Every entry needs to be reproduced exactly.
(Entries supplied Opens)
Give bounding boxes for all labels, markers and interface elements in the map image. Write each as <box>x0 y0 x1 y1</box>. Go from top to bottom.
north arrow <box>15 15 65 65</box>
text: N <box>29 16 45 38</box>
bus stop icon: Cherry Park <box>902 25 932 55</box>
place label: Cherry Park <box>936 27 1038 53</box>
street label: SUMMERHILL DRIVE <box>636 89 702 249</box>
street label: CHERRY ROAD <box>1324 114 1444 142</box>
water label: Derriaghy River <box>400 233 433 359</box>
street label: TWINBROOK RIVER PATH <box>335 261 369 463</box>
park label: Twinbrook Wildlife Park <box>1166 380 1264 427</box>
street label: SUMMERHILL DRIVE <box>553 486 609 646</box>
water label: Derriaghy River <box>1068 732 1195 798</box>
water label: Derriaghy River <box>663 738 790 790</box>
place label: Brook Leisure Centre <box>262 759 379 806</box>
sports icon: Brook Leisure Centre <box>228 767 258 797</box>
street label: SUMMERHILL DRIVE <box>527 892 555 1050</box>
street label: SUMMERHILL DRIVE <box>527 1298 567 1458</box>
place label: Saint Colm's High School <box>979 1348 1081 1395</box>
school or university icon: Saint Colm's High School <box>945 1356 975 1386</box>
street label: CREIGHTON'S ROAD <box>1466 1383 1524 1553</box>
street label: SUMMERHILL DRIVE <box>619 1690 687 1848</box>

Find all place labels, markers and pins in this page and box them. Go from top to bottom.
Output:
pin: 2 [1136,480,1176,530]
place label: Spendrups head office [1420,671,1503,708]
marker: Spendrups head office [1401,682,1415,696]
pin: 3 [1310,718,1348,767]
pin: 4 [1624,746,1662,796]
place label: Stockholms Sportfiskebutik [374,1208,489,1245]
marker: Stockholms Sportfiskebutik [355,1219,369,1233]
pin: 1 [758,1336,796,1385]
(Entries supplied Closes)
• Response to the task
Give bounding boxes for all labels, markers and interface elements in the map image. Write each as <box>x0 y0 x1 y1</box>. Go from top to bottom.
north arrow <box>15 15 65 65</box>
text: N <box>29 16 45 38</box>
bus stop icon: Cherry Park <box>902 25 932 55</box>
place label: Cherry Park <box>936 27 1038 53</box>
street label: SUMMERHILL DRIVE <box>636 89 702 249</box>
street label: CHERRY ROAD <box>1324 114 1444 142</box>
water label: Derriaghy River <box>400 233 433 359</box>
street label: TWINBROOK RIVER PATH <box>335 261 369 463</box>
park label: Twinbrook Wildlife Park <box>1166 380 1264 427</box>
street label: SUMMERHILL DRIVE <box>553 486 609 646</box>
water label: Derriaghy River <box>1068 732 1195 798</box>
water label: Derriaghy River <box>663 738 790 790</box>
place label: Brook Leisure Centre <box>262 759 379 806</box>
sports icon: Brook Leisure Centre <box>228 767 258 797</box>
street label: SUMMERHILL DRIVE <box>527 892 555 1050</box>
street label: SUMMERHILL DRIVE <box>527 1298 567 1458</box>
place label: Saint Colm's High School <box>979 1348 1081 1395</box>
school or university icon: Saint Colm's High School <box>945 1356 975 1386</box>
street label: CREIGHTON'S ROAD <box>1466 1383 1524 1553</box>
street label: SUMMERHILL DRIVE <box>619 1690 687 1848</box>

Find all place labels, markers and pins in this page and box them. Go from top to bottom.
Output:
pin: 2 [1136,480,1176,530]
place label: Spendrups head office [1420,671,1503,708]
marker: Spendrups head office [1401,682,1415,696]
pin: 3 [1310,718,1348,767]
pin: 4 [1624,746,1662,796]
place label: Stockholms Sportfiskebutik [374,1208,489,1245]
marker: Stockholms Sportfiskebutik [355,1219,369,1233]
pin: 1 [758,1336,796,1385]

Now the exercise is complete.